◆ Dataset records ◆

○ ○ ○ ○ ○ ○ ○

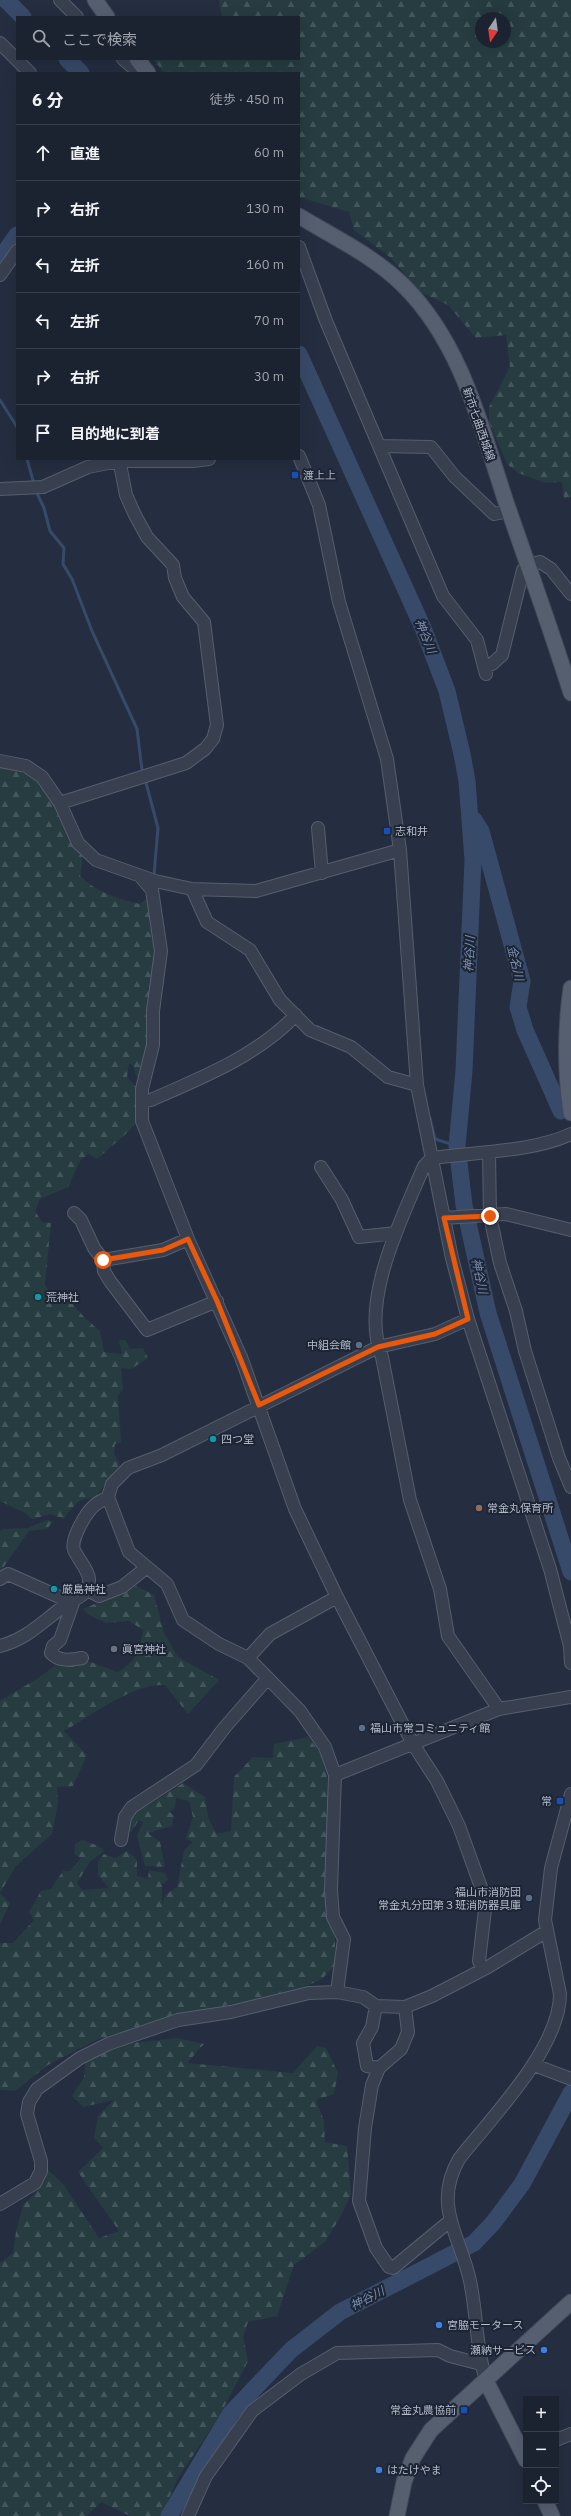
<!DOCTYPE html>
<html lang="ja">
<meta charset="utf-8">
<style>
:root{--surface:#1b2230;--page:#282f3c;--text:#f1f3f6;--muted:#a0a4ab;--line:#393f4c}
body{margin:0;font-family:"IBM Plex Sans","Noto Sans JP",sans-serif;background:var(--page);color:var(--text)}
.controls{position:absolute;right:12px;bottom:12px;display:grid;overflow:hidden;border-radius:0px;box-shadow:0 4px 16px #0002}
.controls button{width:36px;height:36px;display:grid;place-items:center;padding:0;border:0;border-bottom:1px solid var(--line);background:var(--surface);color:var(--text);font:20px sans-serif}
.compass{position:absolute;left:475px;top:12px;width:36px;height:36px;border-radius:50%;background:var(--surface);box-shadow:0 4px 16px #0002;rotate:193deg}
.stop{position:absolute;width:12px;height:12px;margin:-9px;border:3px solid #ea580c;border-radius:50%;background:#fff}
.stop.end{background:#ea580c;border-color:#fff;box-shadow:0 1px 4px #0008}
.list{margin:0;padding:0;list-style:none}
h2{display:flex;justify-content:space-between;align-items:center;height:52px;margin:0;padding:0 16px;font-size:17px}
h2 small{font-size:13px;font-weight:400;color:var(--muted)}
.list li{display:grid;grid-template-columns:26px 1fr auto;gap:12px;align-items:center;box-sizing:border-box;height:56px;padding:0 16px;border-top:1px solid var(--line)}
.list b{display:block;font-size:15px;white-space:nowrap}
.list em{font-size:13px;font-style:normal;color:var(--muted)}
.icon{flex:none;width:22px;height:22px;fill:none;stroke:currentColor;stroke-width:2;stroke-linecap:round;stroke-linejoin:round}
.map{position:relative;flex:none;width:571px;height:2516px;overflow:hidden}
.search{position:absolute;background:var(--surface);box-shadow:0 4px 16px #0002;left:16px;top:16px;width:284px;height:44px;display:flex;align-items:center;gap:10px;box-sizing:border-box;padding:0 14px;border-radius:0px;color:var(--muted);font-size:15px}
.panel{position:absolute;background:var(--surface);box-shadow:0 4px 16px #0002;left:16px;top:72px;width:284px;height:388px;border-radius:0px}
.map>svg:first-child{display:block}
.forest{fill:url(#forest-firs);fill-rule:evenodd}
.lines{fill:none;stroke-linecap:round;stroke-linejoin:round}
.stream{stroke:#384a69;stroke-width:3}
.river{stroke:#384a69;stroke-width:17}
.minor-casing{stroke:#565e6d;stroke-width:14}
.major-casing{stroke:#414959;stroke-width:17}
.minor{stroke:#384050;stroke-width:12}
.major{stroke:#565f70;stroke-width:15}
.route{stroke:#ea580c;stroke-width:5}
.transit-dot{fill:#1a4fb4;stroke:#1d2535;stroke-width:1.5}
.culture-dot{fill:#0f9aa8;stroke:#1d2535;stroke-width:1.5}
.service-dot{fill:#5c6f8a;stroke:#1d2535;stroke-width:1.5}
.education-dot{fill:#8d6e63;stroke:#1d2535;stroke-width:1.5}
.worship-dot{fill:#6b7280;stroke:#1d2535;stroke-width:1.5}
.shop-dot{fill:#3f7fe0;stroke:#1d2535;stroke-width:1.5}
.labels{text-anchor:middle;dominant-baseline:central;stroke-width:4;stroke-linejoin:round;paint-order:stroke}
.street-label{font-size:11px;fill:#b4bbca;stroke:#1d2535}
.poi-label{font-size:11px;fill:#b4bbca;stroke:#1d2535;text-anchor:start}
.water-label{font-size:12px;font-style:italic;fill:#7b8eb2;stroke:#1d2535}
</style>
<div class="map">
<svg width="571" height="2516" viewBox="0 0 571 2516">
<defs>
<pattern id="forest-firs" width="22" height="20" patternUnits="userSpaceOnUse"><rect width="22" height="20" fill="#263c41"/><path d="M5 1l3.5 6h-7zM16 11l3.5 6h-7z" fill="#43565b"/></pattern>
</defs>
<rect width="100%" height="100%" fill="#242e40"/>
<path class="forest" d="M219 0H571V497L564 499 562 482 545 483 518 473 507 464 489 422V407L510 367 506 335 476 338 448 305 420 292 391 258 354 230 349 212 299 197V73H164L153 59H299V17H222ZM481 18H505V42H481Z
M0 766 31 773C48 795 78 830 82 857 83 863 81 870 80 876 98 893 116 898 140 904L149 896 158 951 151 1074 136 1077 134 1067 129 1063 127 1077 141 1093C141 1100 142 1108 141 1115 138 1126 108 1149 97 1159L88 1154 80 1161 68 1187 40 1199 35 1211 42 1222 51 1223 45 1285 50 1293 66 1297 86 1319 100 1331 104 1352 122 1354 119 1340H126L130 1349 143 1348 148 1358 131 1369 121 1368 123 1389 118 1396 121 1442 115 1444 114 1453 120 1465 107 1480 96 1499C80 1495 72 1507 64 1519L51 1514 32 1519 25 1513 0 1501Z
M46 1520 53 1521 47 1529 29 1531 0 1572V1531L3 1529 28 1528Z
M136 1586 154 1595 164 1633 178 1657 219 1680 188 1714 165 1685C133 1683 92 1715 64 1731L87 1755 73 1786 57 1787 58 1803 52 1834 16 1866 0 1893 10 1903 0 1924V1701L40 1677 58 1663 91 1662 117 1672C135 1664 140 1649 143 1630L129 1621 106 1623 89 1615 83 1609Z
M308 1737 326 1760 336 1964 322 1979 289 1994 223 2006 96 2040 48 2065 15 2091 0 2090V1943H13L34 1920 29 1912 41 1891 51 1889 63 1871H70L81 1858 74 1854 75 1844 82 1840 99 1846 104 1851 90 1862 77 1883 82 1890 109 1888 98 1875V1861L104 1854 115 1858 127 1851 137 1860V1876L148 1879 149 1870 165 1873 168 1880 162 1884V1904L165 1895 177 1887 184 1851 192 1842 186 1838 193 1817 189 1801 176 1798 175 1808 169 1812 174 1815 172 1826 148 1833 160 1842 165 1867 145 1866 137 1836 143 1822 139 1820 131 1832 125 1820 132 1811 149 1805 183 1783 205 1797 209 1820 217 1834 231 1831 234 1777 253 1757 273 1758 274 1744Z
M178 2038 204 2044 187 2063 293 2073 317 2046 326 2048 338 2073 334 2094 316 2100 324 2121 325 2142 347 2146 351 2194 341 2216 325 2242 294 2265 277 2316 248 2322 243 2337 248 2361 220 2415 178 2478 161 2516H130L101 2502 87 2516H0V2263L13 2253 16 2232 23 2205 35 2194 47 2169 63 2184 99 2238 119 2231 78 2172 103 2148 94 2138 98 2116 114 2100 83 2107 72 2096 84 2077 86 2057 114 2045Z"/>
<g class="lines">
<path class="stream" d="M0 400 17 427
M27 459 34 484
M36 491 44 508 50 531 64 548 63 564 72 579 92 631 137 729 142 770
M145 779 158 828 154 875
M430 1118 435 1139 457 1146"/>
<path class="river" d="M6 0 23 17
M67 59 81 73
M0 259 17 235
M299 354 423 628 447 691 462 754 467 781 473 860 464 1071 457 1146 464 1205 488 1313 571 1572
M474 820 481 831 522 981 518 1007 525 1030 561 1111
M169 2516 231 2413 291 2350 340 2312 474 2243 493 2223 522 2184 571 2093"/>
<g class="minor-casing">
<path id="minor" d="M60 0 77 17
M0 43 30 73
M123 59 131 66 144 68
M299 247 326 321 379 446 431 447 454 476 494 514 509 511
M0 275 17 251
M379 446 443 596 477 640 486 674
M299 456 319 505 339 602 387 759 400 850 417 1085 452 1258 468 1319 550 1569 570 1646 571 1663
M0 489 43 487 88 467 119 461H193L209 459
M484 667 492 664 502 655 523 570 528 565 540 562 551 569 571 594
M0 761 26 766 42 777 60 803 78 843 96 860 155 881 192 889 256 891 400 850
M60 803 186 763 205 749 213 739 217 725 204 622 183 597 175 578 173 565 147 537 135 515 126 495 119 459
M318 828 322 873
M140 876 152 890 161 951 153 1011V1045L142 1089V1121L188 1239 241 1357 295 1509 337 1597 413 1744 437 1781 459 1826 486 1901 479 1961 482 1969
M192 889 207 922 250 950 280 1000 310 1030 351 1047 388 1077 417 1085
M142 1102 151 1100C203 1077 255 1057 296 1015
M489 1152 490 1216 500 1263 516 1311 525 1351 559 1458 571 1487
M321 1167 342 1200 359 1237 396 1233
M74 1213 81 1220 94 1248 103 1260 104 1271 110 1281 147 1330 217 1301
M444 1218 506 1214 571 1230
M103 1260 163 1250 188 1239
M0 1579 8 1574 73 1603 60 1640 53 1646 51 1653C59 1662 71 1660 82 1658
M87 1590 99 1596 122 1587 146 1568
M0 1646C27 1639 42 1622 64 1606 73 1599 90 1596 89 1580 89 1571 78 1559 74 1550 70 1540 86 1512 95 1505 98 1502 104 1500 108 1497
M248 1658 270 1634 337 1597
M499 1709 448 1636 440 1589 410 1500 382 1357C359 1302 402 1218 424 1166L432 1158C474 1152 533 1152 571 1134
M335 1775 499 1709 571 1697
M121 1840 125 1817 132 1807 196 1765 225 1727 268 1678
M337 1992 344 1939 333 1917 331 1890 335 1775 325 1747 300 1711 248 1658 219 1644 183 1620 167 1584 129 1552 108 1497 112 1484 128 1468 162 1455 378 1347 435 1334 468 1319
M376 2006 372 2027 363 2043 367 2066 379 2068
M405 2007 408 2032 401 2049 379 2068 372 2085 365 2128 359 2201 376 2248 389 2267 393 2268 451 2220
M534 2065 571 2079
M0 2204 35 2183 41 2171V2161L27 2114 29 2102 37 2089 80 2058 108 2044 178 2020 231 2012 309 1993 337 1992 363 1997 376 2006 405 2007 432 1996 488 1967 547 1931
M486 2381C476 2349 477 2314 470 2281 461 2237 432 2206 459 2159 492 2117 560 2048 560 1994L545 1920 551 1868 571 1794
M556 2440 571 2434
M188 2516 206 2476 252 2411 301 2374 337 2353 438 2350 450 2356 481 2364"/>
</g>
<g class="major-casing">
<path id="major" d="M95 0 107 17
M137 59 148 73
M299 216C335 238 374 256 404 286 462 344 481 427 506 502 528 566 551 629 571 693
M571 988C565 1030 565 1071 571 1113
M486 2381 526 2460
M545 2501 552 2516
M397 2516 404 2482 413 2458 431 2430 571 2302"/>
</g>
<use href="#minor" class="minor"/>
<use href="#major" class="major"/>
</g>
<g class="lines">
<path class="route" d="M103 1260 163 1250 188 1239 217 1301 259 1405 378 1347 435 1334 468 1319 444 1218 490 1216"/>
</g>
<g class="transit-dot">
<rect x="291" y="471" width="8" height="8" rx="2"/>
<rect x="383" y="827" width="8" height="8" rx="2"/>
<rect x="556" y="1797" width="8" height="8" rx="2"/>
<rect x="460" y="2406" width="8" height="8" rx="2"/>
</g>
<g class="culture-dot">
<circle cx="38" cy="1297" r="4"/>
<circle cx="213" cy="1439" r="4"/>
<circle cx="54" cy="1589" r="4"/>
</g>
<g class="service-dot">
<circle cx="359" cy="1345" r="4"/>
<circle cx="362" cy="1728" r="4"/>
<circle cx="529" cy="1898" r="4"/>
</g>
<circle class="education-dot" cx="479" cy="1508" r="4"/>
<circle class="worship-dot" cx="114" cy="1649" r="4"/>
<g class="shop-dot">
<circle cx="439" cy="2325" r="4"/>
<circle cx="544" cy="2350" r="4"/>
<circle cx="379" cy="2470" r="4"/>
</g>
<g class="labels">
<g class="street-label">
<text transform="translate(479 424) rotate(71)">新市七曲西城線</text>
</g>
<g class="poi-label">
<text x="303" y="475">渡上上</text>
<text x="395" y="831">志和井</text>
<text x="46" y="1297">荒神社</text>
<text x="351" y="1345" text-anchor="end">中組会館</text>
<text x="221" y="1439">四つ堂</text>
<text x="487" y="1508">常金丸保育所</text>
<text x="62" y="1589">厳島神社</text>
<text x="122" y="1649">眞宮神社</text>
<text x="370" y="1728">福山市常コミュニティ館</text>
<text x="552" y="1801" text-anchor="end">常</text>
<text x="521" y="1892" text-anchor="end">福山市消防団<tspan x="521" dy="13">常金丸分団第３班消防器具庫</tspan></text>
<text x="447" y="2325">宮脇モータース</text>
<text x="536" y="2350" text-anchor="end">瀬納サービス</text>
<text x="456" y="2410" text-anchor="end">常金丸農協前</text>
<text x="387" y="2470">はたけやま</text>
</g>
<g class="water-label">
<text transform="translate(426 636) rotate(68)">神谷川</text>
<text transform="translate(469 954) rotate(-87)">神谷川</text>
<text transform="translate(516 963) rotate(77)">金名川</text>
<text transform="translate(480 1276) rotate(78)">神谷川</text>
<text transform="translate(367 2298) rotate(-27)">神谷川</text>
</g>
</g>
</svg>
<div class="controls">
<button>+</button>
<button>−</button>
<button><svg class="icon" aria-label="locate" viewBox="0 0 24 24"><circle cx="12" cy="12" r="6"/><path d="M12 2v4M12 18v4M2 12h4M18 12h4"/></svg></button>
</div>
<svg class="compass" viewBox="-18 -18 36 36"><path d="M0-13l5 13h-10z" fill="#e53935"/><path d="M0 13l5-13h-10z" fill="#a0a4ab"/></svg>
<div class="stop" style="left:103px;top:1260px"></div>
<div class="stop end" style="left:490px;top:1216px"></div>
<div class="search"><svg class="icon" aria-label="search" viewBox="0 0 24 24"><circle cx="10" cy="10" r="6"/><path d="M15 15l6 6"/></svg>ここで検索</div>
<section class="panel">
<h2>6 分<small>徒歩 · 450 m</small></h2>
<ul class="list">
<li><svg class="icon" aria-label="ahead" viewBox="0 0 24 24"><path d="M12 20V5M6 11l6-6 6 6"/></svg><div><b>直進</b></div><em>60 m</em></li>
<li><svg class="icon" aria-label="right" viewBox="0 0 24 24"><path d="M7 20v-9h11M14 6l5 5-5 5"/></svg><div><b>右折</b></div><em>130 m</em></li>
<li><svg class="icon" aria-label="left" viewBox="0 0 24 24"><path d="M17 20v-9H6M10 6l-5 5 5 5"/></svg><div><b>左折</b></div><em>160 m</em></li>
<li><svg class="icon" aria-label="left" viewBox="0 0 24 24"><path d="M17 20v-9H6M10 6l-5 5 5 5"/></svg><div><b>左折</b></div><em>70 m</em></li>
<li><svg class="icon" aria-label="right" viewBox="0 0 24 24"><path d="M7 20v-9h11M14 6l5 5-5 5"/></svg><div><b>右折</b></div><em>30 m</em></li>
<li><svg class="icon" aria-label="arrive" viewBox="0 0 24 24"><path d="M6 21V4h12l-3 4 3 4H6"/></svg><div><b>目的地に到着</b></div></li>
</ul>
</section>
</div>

○ ○ ○ ○ ○ ○ ○

◆ Task to complete ◆
Report each line above containing the string "controls".

◆ Solution to this problem ◆
.controls{position:absolute;right:12px;bottom:12px;display:grid;overflow:hidden;border-radius:0px;box-shadow:0 4px 16px #0002}
.controls button{width:36px;height:36px;display:grid;place-items:center;padding:0;border:0;border-bottom:1px solid var(--line);background:var(--surface);color:var(--text);font:20px sans-serif}
<div class="controls">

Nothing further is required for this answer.